Task directions =>
Among the records below, find the lines that hold the word "strong" and report how many there are, with no other words.

START Data

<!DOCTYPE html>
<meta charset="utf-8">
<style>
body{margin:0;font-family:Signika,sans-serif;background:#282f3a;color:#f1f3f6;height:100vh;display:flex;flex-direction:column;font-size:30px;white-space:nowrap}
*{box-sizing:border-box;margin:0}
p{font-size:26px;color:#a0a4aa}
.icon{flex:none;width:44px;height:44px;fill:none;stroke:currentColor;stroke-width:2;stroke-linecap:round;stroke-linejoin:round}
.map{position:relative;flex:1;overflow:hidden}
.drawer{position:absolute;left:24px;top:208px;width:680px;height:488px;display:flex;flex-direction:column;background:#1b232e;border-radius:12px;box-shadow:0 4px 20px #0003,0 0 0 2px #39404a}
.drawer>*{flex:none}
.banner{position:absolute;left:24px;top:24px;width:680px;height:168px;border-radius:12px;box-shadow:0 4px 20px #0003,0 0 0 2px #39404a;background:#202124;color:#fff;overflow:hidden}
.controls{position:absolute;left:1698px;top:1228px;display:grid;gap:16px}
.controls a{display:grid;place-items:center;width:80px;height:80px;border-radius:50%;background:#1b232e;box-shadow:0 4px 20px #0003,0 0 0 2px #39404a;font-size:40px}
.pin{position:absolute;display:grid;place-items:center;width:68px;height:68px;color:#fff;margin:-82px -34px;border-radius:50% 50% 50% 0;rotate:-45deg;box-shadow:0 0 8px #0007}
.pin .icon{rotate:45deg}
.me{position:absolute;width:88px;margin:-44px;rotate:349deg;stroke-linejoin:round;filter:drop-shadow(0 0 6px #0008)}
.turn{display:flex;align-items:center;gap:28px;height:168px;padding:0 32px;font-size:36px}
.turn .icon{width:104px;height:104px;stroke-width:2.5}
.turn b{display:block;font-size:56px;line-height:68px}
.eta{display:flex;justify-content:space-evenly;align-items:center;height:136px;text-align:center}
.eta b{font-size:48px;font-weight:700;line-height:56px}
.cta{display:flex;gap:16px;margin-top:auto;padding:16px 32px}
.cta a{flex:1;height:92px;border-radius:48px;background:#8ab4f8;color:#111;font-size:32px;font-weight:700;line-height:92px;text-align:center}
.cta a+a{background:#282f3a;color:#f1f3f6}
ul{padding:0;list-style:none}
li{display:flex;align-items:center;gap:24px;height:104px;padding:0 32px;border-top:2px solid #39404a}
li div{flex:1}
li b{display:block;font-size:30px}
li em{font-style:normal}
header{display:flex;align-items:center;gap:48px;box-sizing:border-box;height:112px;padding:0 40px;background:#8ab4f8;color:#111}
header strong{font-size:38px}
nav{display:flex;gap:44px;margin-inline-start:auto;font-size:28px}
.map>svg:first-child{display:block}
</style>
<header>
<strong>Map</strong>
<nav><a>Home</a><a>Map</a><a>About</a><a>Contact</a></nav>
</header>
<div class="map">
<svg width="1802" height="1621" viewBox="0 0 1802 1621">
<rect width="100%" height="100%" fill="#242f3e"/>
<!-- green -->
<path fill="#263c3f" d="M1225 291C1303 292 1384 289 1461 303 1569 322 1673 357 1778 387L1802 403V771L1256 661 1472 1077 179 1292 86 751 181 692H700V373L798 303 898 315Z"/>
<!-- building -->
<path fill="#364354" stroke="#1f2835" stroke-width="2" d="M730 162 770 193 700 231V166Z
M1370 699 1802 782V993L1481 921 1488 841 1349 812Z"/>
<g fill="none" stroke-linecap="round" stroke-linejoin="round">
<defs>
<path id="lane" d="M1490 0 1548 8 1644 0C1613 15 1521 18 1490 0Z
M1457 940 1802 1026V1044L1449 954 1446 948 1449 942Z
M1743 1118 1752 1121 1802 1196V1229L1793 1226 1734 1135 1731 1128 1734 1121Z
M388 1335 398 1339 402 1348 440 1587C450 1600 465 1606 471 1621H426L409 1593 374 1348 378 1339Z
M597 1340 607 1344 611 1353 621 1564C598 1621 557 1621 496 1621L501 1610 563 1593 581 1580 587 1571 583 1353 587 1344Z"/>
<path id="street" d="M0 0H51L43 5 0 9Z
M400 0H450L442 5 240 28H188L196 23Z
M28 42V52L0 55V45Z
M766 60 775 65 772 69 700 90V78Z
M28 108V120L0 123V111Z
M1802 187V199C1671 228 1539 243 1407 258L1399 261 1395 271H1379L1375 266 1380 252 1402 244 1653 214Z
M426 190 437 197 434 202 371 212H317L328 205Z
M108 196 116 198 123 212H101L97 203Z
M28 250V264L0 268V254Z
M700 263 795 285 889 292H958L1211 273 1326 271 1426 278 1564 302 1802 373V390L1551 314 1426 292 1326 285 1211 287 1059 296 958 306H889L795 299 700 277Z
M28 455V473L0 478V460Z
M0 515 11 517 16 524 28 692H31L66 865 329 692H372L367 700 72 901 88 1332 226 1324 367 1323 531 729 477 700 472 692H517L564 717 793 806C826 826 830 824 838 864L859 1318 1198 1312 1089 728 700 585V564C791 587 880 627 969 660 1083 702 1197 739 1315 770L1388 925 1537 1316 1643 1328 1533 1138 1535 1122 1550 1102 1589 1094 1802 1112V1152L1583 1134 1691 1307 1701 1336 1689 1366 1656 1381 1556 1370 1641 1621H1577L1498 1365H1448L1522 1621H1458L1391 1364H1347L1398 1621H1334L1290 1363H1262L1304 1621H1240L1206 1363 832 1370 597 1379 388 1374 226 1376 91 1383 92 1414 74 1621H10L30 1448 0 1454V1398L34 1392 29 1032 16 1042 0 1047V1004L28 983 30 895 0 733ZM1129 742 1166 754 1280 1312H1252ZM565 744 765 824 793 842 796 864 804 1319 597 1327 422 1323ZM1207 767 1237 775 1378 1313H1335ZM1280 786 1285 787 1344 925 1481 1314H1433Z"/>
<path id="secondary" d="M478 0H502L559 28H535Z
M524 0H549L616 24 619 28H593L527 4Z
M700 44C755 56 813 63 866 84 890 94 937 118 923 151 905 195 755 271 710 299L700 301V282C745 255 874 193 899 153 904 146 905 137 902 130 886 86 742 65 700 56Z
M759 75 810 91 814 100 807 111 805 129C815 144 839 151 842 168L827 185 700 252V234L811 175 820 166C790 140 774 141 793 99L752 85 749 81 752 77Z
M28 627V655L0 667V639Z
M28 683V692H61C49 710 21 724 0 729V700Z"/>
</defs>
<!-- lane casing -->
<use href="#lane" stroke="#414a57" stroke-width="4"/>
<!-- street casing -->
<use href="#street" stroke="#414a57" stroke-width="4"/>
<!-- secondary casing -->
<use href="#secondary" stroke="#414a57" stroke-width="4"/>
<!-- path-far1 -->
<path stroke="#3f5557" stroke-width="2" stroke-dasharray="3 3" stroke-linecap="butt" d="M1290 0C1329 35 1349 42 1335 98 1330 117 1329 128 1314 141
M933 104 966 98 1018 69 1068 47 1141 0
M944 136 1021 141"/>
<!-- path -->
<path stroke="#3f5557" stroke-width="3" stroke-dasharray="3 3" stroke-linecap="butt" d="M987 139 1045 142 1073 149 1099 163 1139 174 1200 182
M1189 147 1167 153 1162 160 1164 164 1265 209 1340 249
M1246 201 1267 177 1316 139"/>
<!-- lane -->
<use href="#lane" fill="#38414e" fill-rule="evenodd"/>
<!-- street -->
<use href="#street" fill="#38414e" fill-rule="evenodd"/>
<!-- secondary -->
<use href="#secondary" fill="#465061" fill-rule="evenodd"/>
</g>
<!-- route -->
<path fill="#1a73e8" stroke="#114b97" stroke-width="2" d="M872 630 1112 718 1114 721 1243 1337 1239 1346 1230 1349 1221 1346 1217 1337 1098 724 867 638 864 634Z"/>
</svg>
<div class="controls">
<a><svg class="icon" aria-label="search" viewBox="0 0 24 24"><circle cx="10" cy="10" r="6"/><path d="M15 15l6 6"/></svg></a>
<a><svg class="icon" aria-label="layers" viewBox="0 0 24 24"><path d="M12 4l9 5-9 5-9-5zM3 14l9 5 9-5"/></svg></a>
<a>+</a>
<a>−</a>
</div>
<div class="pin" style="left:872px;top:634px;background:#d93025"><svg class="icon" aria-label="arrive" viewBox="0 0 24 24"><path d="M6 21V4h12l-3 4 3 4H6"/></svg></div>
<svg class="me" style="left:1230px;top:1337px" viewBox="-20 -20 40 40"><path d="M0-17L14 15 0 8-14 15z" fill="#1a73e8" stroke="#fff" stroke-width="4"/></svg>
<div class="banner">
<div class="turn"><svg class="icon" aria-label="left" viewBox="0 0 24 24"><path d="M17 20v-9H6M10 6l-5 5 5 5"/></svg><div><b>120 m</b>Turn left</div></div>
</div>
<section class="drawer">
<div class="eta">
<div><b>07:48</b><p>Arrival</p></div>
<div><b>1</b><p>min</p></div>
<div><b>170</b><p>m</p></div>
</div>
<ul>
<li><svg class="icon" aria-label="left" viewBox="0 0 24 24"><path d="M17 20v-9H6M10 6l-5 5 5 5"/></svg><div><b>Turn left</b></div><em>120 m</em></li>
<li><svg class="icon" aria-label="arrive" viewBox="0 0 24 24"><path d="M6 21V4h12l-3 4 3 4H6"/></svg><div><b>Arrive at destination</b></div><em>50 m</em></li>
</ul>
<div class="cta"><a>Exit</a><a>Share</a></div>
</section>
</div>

END Data

Output for this exercise =>
2